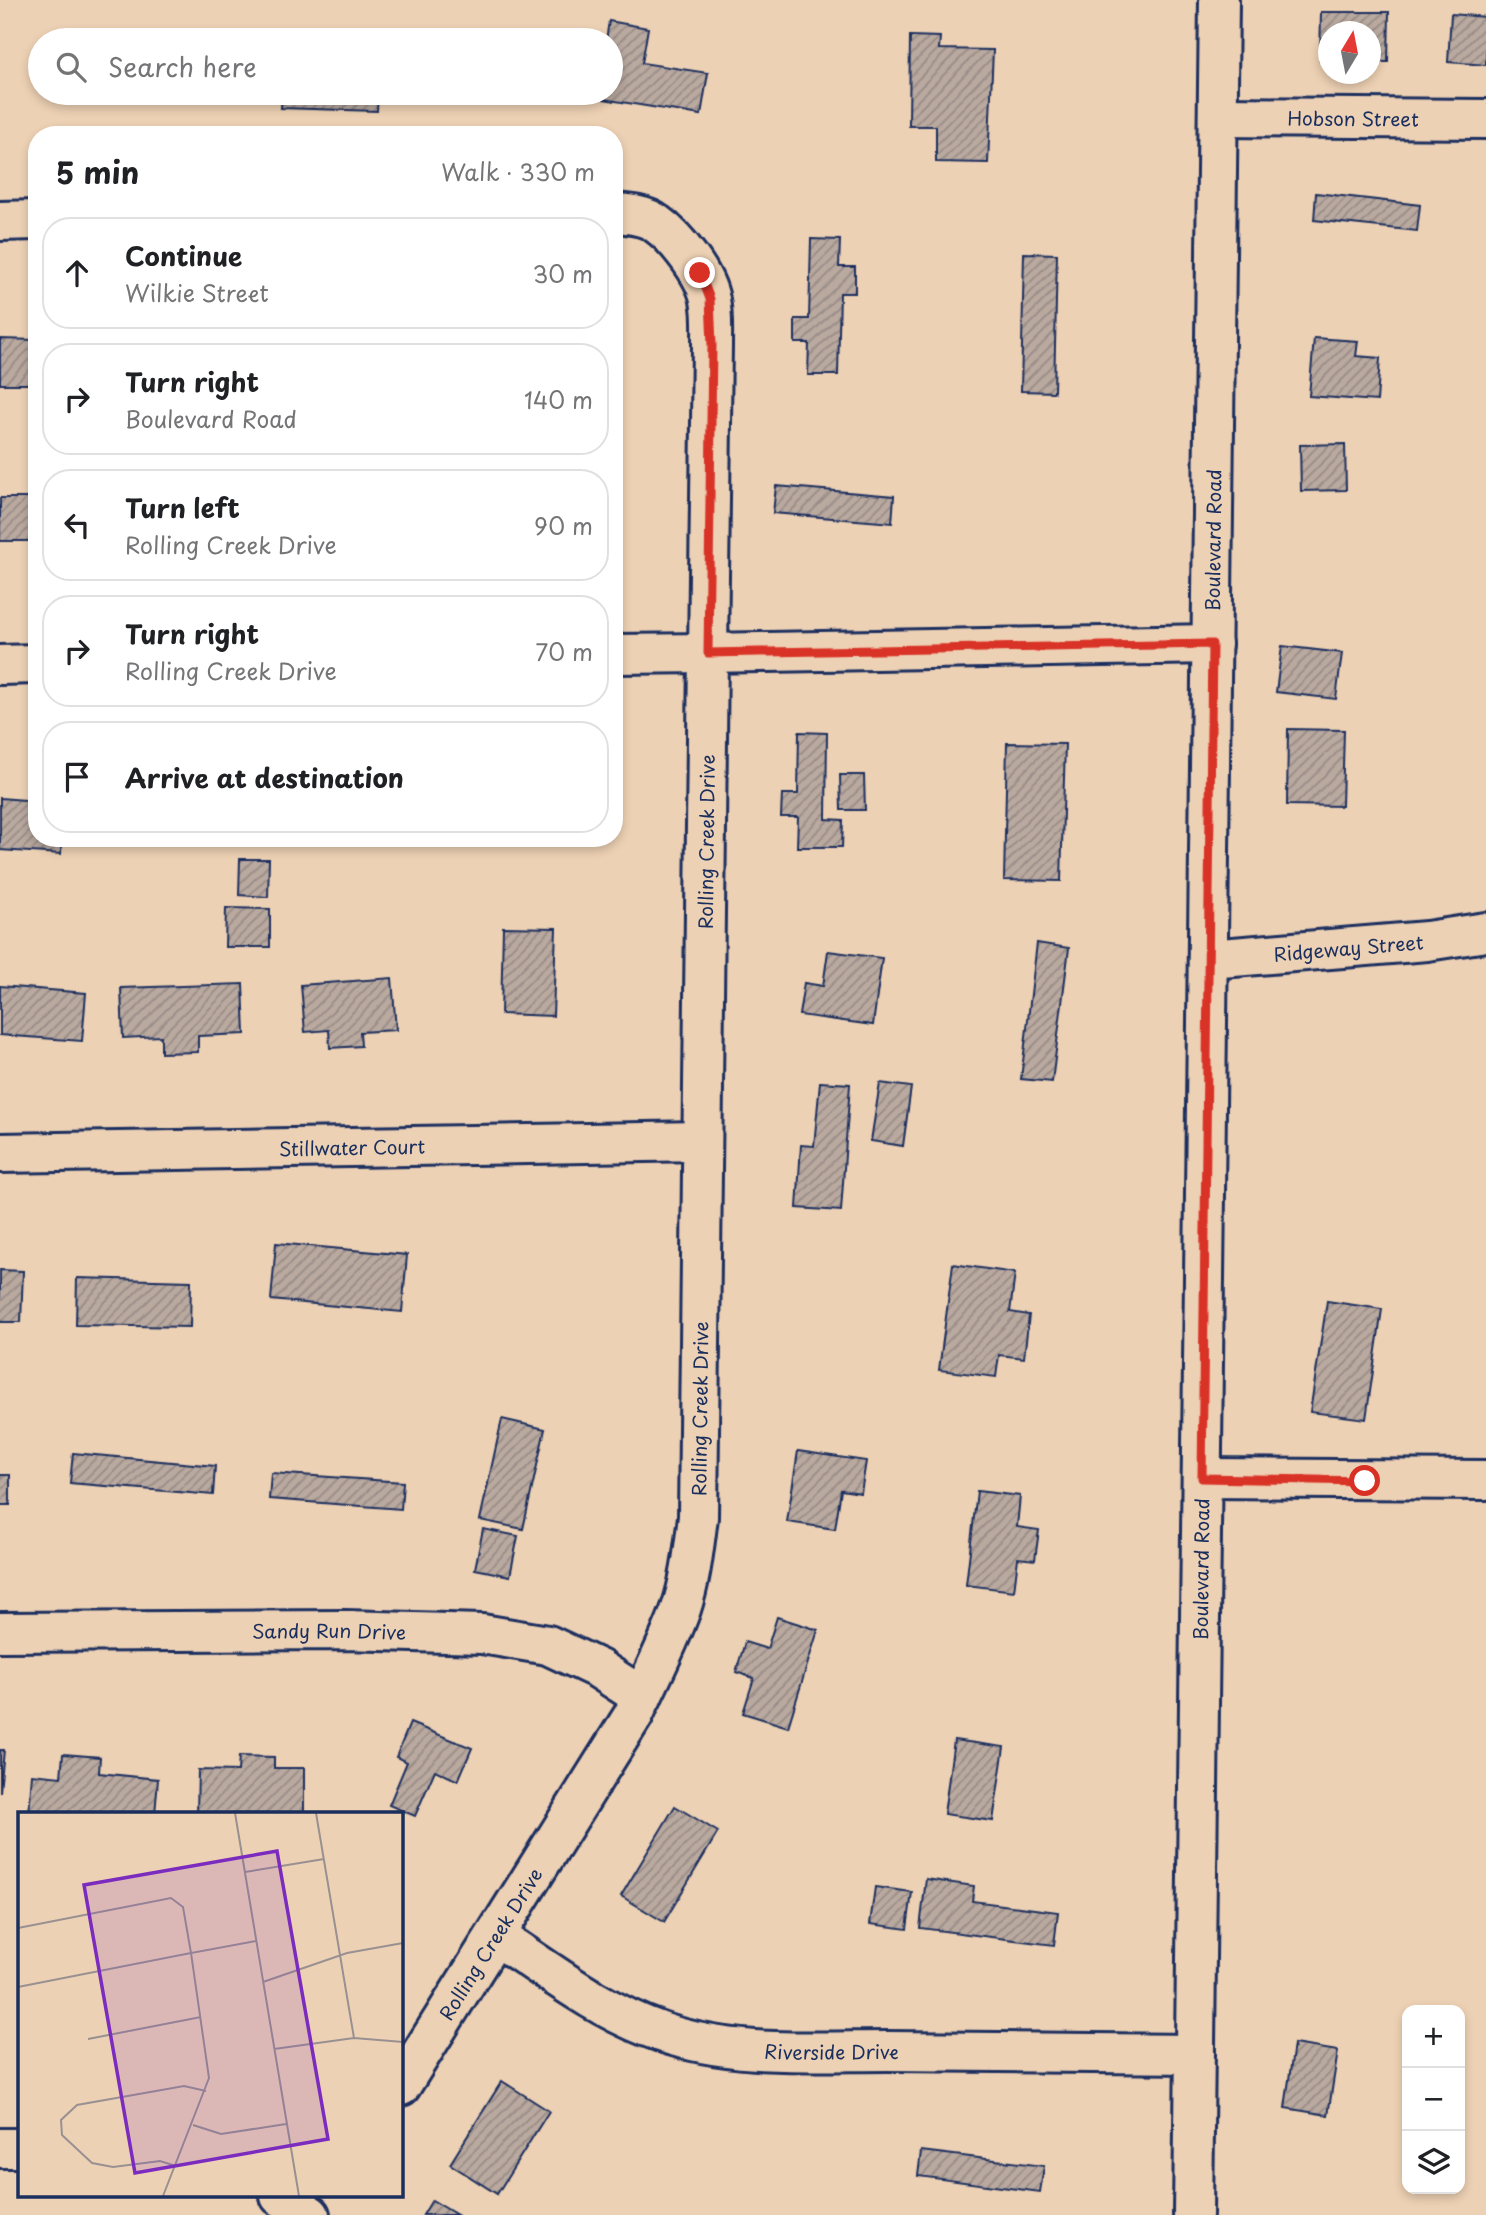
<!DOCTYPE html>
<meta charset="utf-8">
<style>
body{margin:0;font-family:"Playpen Sans",sans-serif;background:#f2f2f2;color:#202124}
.controls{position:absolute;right:21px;bottom:21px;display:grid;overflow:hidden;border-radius:14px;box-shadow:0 4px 10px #0003}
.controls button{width:63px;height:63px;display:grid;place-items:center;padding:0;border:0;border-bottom:2px solid #e0e0e0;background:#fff;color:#202124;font:35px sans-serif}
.compass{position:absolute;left:1318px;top:21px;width:63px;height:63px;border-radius:50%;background:#fff;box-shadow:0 4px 10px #0003;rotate:10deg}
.stop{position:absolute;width:21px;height:21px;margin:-16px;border:5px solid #d93025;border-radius:50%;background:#fff}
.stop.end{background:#d93025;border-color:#fff;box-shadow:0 2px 7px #0008}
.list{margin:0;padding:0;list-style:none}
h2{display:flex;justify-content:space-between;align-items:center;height:91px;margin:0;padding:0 28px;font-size:30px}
h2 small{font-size:23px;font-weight:400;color:#757577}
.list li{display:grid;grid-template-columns:46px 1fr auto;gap:21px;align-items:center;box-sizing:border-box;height:112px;margin:0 14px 14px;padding:0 14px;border:2px solid #e0e0e0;border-radius:28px}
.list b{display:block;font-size:26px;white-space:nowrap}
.list p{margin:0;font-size:23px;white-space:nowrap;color:#757577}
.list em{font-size:23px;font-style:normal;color:#757577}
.icon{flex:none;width:38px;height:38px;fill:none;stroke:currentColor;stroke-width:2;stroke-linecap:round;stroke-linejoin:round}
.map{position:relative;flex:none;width:1486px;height:2215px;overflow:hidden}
.search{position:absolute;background:#fff;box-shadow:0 4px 10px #0003;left:28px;top:28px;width:595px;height:77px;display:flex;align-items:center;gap:18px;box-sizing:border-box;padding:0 24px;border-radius:38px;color:#757577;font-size:26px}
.panel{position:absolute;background:#fff;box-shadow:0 4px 10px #0003;left:28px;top:126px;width:595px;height:721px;border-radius:28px}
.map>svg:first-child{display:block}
.building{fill:url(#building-hatch);stroke:#1b2f5e;stroke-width:2}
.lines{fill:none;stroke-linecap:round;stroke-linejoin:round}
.minor-casing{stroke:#1b2f5e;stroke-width:44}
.minor{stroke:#edd1b4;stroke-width:38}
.route{stroke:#d93025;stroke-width:9}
.labels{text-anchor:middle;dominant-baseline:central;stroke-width:5;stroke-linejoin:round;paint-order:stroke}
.street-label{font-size:19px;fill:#1b2f5e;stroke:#edd1b4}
.inset-road{fill:none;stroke:#999092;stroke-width:2}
.view{fill:#7b2cbf;fill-opacity:0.15;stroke:#7b2cbf;stroke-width:3.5}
.inset-edge{fill:none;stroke:#1b2f5e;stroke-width:3.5}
</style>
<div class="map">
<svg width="1486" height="2215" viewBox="0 0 1486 2215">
<defs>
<pattern id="building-hatch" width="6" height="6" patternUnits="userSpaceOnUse" patternTransform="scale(1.75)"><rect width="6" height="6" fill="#b9a99f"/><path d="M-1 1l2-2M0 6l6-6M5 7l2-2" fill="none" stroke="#968a85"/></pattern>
</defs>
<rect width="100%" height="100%" fill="#edd1b4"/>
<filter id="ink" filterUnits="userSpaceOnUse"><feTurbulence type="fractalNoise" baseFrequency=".0143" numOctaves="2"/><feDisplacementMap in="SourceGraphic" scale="14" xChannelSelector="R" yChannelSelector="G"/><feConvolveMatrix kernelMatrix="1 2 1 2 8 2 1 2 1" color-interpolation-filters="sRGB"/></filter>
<g filter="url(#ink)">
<g class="building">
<polygon points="1321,12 1389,12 1388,62 1370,62 1370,32 1328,32 1328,61 1320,61"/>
<polygon points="1451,14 1486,17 1486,65 1448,62"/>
<polygon points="609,21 648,28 642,63 708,73 701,115 597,98 598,93 611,93 611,40 606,40"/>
<polygon points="910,36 940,37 939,49 993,50 988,163 936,162 936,126 909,126"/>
<polygon points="426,37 557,40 426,40"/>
<polygon points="282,93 378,93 377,111 281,108"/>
<polygon points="1316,193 1420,205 1417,231 1314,220"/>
<polygon points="811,239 840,240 839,267 855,267 855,293 840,293 838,375 808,375 809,343 795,343 795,319 809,319"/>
<polygon points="1024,253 1057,254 1054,392 1021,391"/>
<polygon points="1314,338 1358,341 1356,356 1380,358 1377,401 1309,396"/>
<polygon points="0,339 37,340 37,384 0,384"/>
<polygon points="1345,444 1346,490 1301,491 1300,445"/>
<polygon points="776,486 894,496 892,523 773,513"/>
<rect x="0" y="498" width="37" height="43"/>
<polygon points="1282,646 1342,653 1336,699 1276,692"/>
<polygon points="1288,729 1344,730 1342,806 1287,805"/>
<polygon points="799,732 827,733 826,819 843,820 842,847 797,847 798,817 781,817 782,794 798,794"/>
<polygon points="1007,743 1065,744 1061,881 1004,880"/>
<polygon points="840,775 864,775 865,810 841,810"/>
<polygon points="0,798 37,801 37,838 62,838 61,854 0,850"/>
<polygon points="240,859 269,859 268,897 239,895"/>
<polygon points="226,908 270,909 270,947 225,947"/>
<polygon points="503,927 556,928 553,1016 501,1014"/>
<polygon points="1037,943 1069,948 1052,1082 1021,1079"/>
<polygon points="828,951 882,958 873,1025 799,1015 804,983 823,986"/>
<polygon points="392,978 396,1030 360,1032 361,1046 330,1048 329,1030 305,1032 301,985"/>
<polygon points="243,984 245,1034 198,1036 198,1052 161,1053 161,1036 123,1038 121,988"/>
<polygon points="0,986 86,993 82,1041 0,1035"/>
<polygon points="820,1082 850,1084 841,1211 797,1208 801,1145 814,1146"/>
<polygon points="880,1083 911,1087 903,1146 871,1141"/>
<polygon points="276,1243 407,1255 402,1312 271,1300"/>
<polygon points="953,1264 1015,1273 1010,1312 1029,1315 1024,1358 999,1355 996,1377 939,1370"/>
<polygon points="0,1270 23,1271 21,1322 0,1322"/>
<polygon points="77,1278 191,1281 190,1327 76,1325"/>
<polygon points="1327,1301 1382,1309 1366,1419 1310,1412"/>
<polygon points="502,1419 545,1429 523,1529 480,1520"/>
<polygon points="798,1451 866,1461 861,1493 841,1490 835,1529 787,1522"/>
<polygon points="73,1453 215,1466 213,1495 70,1483"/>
<polygon points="271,1473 403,1482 401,1509 269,1499"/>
<rect x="0" y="1475" width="10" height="30"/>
<polygon points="977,1491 1020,1496 1017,1527 1039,1530 1035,1560 1018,1558 1014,1591 966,1585"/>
<polygon points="483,1529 518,1536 510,1576 475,1569"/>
<polygon points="777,1617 818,1630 788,1727 743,1713 754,1678 736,1672 745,1642 767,1649"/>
<polygon points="410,1723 472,1748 458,1781 435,1770 415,1816 389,1805 407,1762 396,1757"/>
<polygon points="954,1740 1004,1747 993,1821 944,1814"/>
<polygon points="0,1750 4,1750 0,1792"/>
<polygon points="63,1754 100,1757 99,1773 158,1779 155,1814 29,1814 32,1774 61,1777"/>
<polygon points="239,1756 274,1757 274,1768 304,1768 304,1814 197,1814 198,1770 238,1771"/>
<polygon points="675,1806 718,1832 664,1922 621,1896"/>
<polygon points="926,1879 974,1886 972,1901 1058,1912 1054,1945 920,1928"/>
<polygon points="875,1887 912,1892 907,1929 870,1924"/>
<polygon points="1294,2044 1338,2051 1328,2115 1285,2108"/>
<polygon points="502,2081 549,2111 497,2194 450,2164"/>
<polygon points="921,2151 1044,2166 1040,2192 918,2176"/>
<polygon points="432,2200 457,2215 423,2215"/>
</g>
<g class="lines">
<g class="minor-casing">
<g id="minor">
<path id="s1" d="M1218,117L1486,119"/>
<path d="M614,213C628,214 645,215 657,224C677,238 706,276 710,300C713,314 712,330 712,345L708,653L614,654"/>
<polyline points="0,221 37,220"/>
<polyline points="0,665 37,664"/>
<path id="s2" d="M1209,959L1427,941L1486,932"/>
<path id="s3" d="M0,1153L702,1141"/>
<polyline points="1202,1478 1486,1480"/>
<path id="s4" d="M0,1632L345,1630L482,1634L548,1645L599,1669L642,1697"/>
<path id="s5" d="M496,1936C549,1971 600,2011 661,2032C732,2057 813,2051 887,2051C990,2052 1092,2053 1195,2054"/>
<path id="s6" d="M401,2086L634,1714C650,1679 668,1645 681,1609C691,1579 694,1547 698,1517L708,653L1212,644"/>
<polyline points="0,2148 19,2148"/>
<polyline points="280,2196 310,2215"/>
<path id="s7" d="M1193,2215L1219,0"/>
</g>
</g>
<use href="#minor" class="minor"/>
</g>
</g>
<g class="lines" filter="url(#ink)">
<polyline class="route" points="700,273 710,299 712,345 708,653 1212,644 1202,1478 1365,1481"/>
</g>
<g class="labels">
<g class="street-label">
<text stroke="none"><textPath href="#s1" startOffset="135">Hobson Street</textPath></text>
<text stroke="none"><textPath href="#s7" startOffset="1675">Boulevard Road</textPath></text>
<text stroke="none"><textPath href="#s6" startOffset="1323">Rolling Creek Drive</textPath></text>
<text stroke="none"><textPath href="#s2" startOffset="140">Ridgeway Street</textPath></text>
<text stroke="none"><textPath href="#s3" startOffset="352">Stillwater Court</textPath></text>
<text stroke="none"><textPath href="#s6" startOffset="756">Rolling Creek Drive</textPath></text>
<text stroke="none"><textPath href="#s7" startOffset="646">Boulevard Road</textPath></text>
<text stroke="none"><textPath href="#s4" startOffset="329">Sandy Run Drive</textPath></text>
<text stroke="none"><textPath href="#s6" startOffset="168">Rolling Creek Drive</textPath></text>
<text stroke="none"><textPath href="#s5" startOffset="364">Riverside Drive</textPath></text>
</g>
</g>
<g transform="translate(18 1812)">
<rect width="385" height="385" fill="#edd1b4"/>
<path class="inset-road" d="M217,1L281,384M298,1L336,226M227,60L306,47M0,116L153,86L165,95L173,141L0,175M245,170L329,141L385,131M70,227L183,205M256,237L336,226L385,230M175,313L203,322L268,312M158,354L142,349L95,355L74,351L44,323L43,308L59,293L166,274L188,279M145,384L191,266L173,141L238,129"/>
<path class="view" d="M259,39L310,327L117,361L66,73Z"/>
<rect width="385" height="385" class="inset-edge"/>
</g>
</svg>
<div class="controls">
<button>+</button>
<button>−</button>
<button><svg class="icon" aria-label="layers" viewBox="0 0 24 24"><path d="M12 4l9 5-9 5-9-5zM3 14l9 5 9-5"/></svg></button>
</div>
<svg class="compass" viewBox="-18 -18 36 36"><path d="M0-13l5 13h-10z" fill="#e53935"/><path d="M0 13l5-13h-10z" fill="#757577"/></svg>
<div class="stop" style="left:1365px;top:1481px"></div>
<div class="stop end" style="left:700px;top:273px"></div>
<div class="search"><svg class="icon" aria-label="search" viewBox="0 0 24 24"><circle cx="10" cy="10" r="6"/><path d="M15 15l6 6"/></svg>Search here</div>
<section class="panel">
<h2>5 min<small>Walk · 330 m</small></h2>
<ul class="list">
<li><svg class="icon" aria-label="ahead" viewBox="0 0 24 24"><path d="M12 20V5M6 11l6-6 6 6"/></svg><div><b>Continue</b><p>Wilkie Street</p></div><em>30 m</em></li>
<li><svg class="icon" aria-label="right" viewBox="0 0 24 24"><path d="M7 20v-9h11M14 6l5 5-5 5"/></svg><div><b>Turn right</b><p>Boulevard Road</p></div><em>140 m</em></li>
<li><svg class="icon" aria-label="left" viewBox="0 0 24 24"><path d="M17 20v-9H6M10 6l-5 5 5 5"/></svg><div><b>Turn left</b><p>Rolling Creek Drive</p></div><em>90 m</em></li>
<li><svg class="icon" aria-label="right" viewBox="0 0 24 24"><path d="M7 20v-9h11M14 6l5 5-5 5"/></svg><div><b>Turn right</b><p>Rolling Creek Drive</p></div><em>70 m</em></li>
<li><svg class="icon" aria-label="arrive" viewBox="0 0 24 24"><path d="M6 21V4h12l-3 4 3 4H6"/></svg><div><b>Arrive at destination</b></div></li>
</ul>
</section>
</div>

• **Exercise objective**
Show me each line of the listing above with "controls" in it.

• **Your solution**
.controls{position:absolute;right:21px;bottom:21px;display:grid;overflow:hidden;border-radius:14px;box-shadow:0 4px 10px #0003}
.controls button{width:63px;height:63px;display:grid;place-items:center;padding:0;border:0;border-bottom:2px solid #e0e0e0;background:#fff;color:#202124;font:35px sans-serif}
<div class="controls">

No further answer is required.